When I look back, I started in hard and fast pressure cooker type kitchens and quickly became a sort of machine turning out plates of food. Once I had my first taste of highly creative kitchens and chefs, a little fire started and I quickly began a pursuit to understand advanced techniques, how and why things work and in some ways this pursuit pushed me to create more and more difficult dishes. 

Then came the great realisation that just because there is a lot of technique in a dish, it doesn’t ensure that it is a great dish. These days I look to have a great corner stone that leads the whole dish, the technique involved is just to back up that foundation. 

What makes the Yarra Valley unique?
I’m lucky enough to call the Yarra Valley home and I’m proud of living and working in this stunning part of Australia. I have developed great relationships with local growers and it is nice to be in touch with a talented and thriving community of food producers. As a chef in the Yarra Valley, I enjoy being away from the bump and grind, hustle and flow or whatever you want to call it of the city and the calm and focus that it brings me.
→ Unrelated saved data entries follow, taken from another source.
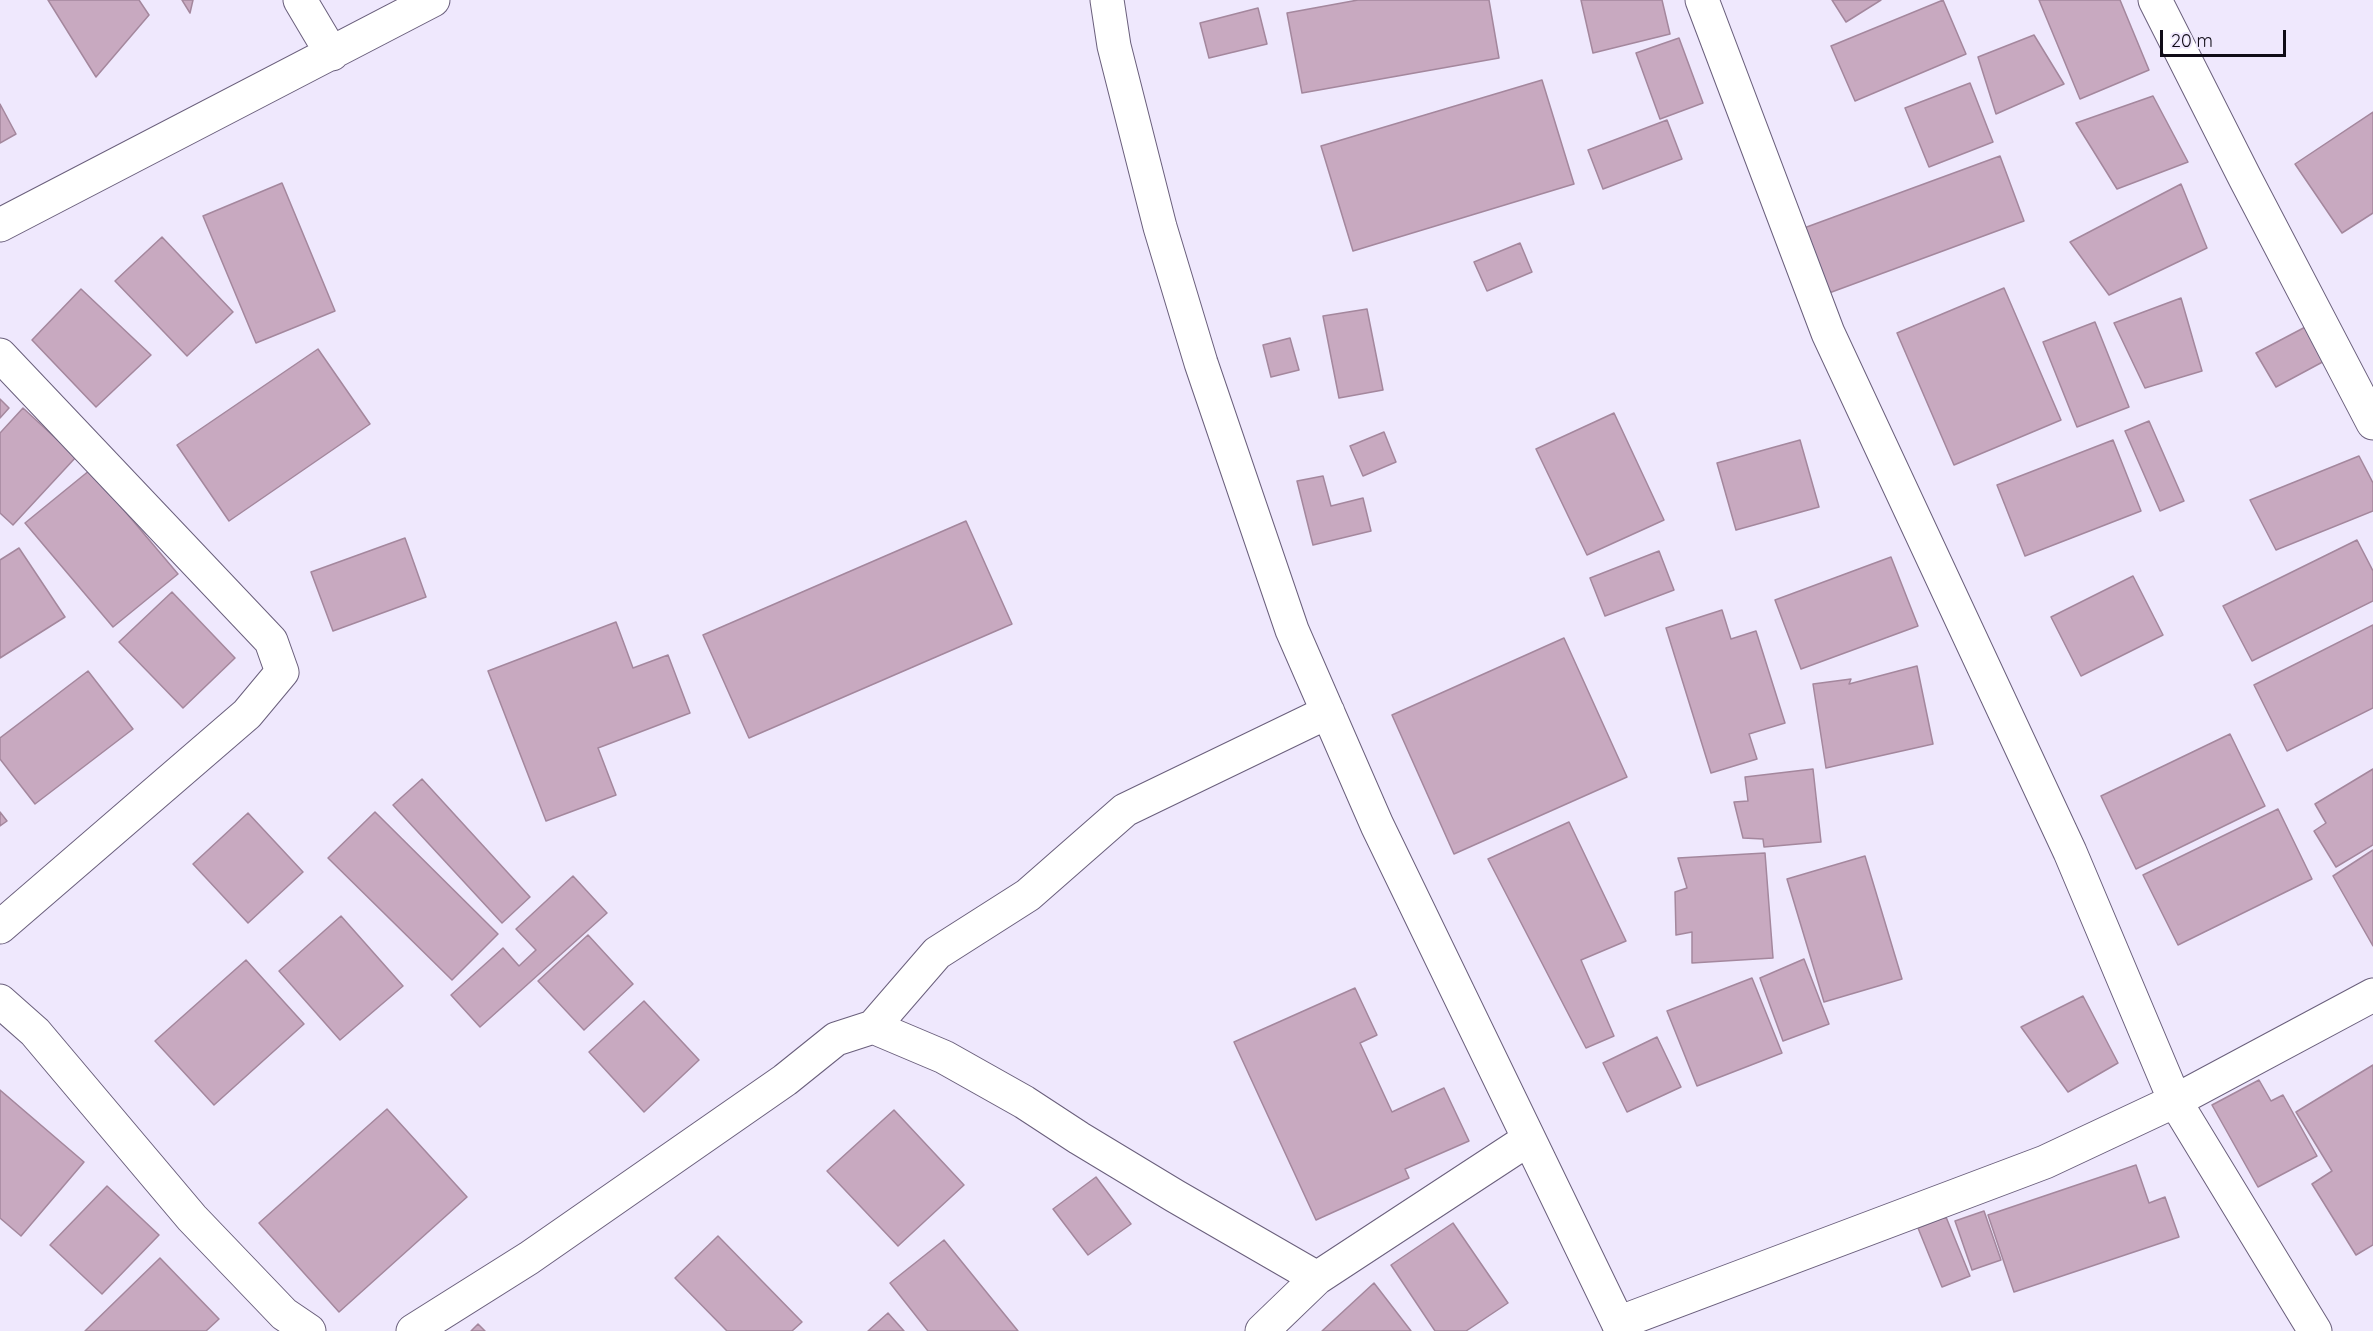 <!DOCTYPE html>
<style>
body{margin:0}
#map{position:relative;width:2373px;height:1331px;overflow:hidden;background:#efe8fd;font-family:Quicksand,sans-serif}
canvas{display:block}
.scale{position:absolute;left:2160px;top:30px;width:126px;height:27px;box-sizing:border-box;border:3px solid #100c17;border-top:0;padding-left:8px;font-size:18px;line-height:21px;white-space:nowrap;color:#100c17;-webkit-text-stroke:4px #efe8fd;paint-order:stroke}
</style>
<div id="map">
<canvas width="2373" height="1331"></canvas>
<div class="scale">20 m</div>
</div>
<script>
const g = document.querySelector('canvas').getContext('2d');
g.lineJoin = 'round';
function fillPath(path, color) { g.fillStyle = color; g.fill(path, 'evenodd'); }
function trace(path, color, width, dash) { g.strokeStyle = color; g.lineWidth = width; g.lineCap = dash ? 'butt' : 'round'; g.setLineDash(dash || []); g.stroke(path); }
const building = new Path2D(`
 M48,0H139L149,15L96,77Z
 M182,0H193L190,13Z
 M1358,0H1489L1499,58L1302,93L1287,13Z
 M1581,0H1662L1670,34L1593,53Z
 M1832,0H1881L1846,22Z
 M1943,0L1966,54L1855,101L1831,46Z
 M2039,0H2120L2149,70L2080,99Z
 M1258,8L1267,44L1209,58L1200,23Z
 M2034,35L2064,84L1996,114L1978,57Z
 M1679,38L1703,103L1660,119L1636,53Z
 M1542,80L1574,184L1353,251L1321,146Z
 M1970,83L1993,142L1929,167L1905,108Z
 M2153,96L2188,162L2117,189L2076,123Z
 M0,104L16,134L0,143Z
 M2373,112V213L2342,233L2295,164Z
 M1667,120L1682,159L1603,189L1588,150Z
 M2000,156L2024,221L1829,293L1804,228Z
 M282,183L335,311L256,343L203,216Z
 M2181,184L2207,248L2109,295L2070,242Z
 M162,237L233,312L187,356L115,281Z
 M1520,243L1532,272L1487,291L1474,262Z
 M2004,288L2061,420L1954,465L1897,333Z
 M81,289L151,355L96,407L32,340Z
 M2181,298L2202,371L2145,388L2114,323Z
 M1367,309L1383,390L1339,398L1323,316Z
 M2095,322L2129,407L2077,427L2043,342Z
 M2311,324L2330,358L2276,387L2256,353Z
 M1290,338L1299,370L1271,377L1263,345Z
 M318,349L370,424L229,521L177,445Z
 M0,399L9,408L0,418Z
 M23,408L76,457L13,525L0,513V433Z
 M1614,413L1664,520L1587,555L1536,449Z
 M2149,421L2184,501L2160,511L2125,431Z
 M1384,432L1396,462L1363,476L1350,446Z
 M1800,440L1819,507L1736,530L1717,463Z
 M2113,440L2141,511L2025,556L1997,485Z
 M2359,456L2373,483V511L2276,550L2250,500Z
 M90,470L178,574L113,627L25,523Z
 M1323,476L1331,506L1363,498L1371,531L1313,545L1297,481Z
 M966,521L1012,624L749,738L703,635Z
 M405,538L426,597L333,631L311,572Z
 M2357,540L2373,571V601L2252,661L2223,606Z
 M19,548L65,617L0,658V560Z
 M1659,551L1674,590L1605,616L1590,578Z
 M1891,557L1918,626L1801,669L1775,600Z
 M2133,576L2163,635L2081,676L2051,617Z
 M172,592L235,658L183,708L119,642Z
 M1722,610L1731,639L1756,631L1785,723L1749,734L1757,759L1711,773L1666,628Z
 M616,622L633,668L668,655L690,713L598,748L616,795L546,821L488,671Z
 M2373,625V708L2287,751L2254,685Z
 M1564,638L1627,777L1454,854L1392,715Z
 M1917,666L1933,744L1826,768L1813,684L1851,679L1849,684Z
 M88,671L133,729L35,804L0,759V738Z
 M2230,734L2265,806L2136,869L2101,796Z
 M1813,769L1821,842L1764,847L1763,839L1743,838L1734,802L1748,801L1745,777Z
 M2373,769V845L2336,867L2314,831L2326,823L2315,804Z
 M422,779L530,897L502,923L393,805Z
 M2278,809L2312,879L2178,945L2143,875Z
 M0,812L7,821L0,826Z
 M375,812L498,934L452,980L328,858Z
 M248,813L303,872L248,923L193,864Z
 M1569,822L1626,941L1581,960L1614,1036L1586,1048L1488,859Z
 M2373,850V946L2333,876Z
 M1765,853L1773,958L1692,963V932L1676,935L1675,892L1687,888L1678,858Z
 M1865,856L1902,979L1824,1002L1787,879Z
 M573,876L607,913L480,1027L451,995L503,948L519,966L536,950L516,929Z
 M341,916L403,986L340,1040L279,971Z
 M588,935L633,984L584,1030L538,981Z
 M1804,959L1829,1024L1783,1041L1760,978Z
 M246,960L304,1024L214,1105L155,1041Z
 M1752,978L1782,1053L1697,1086L1667,1011Z
 M1355,988L1377,1035L1360,1043L1392,1112L1444,1088L1469,1141L1405,1169L1409,1178L1316,1220L1234,1042Z
 M2083,996L2118,1063L2068,1092L2021,1027Z
 M644,1001L699,1060L644,1112L589,1052Z
 M1657,1037L1681,1087L1627,1112L1603,1063Z
 M2373,1065V1245L2356,1255L2312,1184L2332,1171L2296,1112Z
 M2259,1080L2271,1101L2283,1095L2317,1156L2258,1187L2212,1105Z
 M0,1090L84,1162L21,1236L0,1218Z
 M387,1109L467,1197L339,1312L259,1223Z
 M894,1110L964,1185L898,1246L827,1171Z
 M2136,1165L2149,1203L2165,1197L2179,1237L2014,1292L1988,1215Z
 M1096,1177L1131,1224L1088,1255L1053,1209Z
 M107,1186L159,1235L102,1294L50,1245Z
 M1984,1211L2001,1260L1972,1270L1955,1221Z
 M1946,1217L1970,1276L1942,1287L1918,1228Z
 M1453,1223L1508,1303L1466,1331H1435L1391,1265Z
 M718,1236L802,1322L792,1331H727L675,1278Z
 M944,1240L1018,1331H928L890,1283Z
 M160,1258L219,1319L206,1331H85Z
 M1374,1283L1411,1331H1322Z
 M888,1313L904,1331H868Z
 M478,1324L485,1331H471Z`);
const street = new Path2D(`
 M300,0L332,54
 M1107,0L1114,46L1160,227L1201,363L1292,630L1377,825L1622,1331
 M1702,0L1828,333L2070,852L2175,1101L2315,1331
 M2155,0L2245,178L2373,423
 M0,225L433,0
 M0,355L271,641L282,672L247,714L0,927
 M0,1001L35,1032L192,1218L284,1314L309,1331
 M873,1027L937,953L1028,895L1125,810L1328,712
 M1618,1323L2045,1162L2175,1101L2373,995
 M413,1331L529,1258L785,1080L836,1039L873,1027L944,1057L1024,1102L1079,1138L1175,1196L1317,1278
 M1262,1331L1317,1278L1529,1139`);
fillPath(building, '#c8a9c0');
trace(building, '#a4879d', 1.5);
trace(street, '#6a5f7c', 35);
trace(street, '#fff', 33);
</script>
What can we expect from you?
Creating menus in this inspiring setting really excites me. The Mediterranean influence here is a perfect match with my background and represents a great challenge and opportunity to get in touch with the kind of food I have grown up with and love. The dining experience at Meletos is one that I really enjoyed on many occasions before taking the position, so to now be contributing to that experience is a nice thought.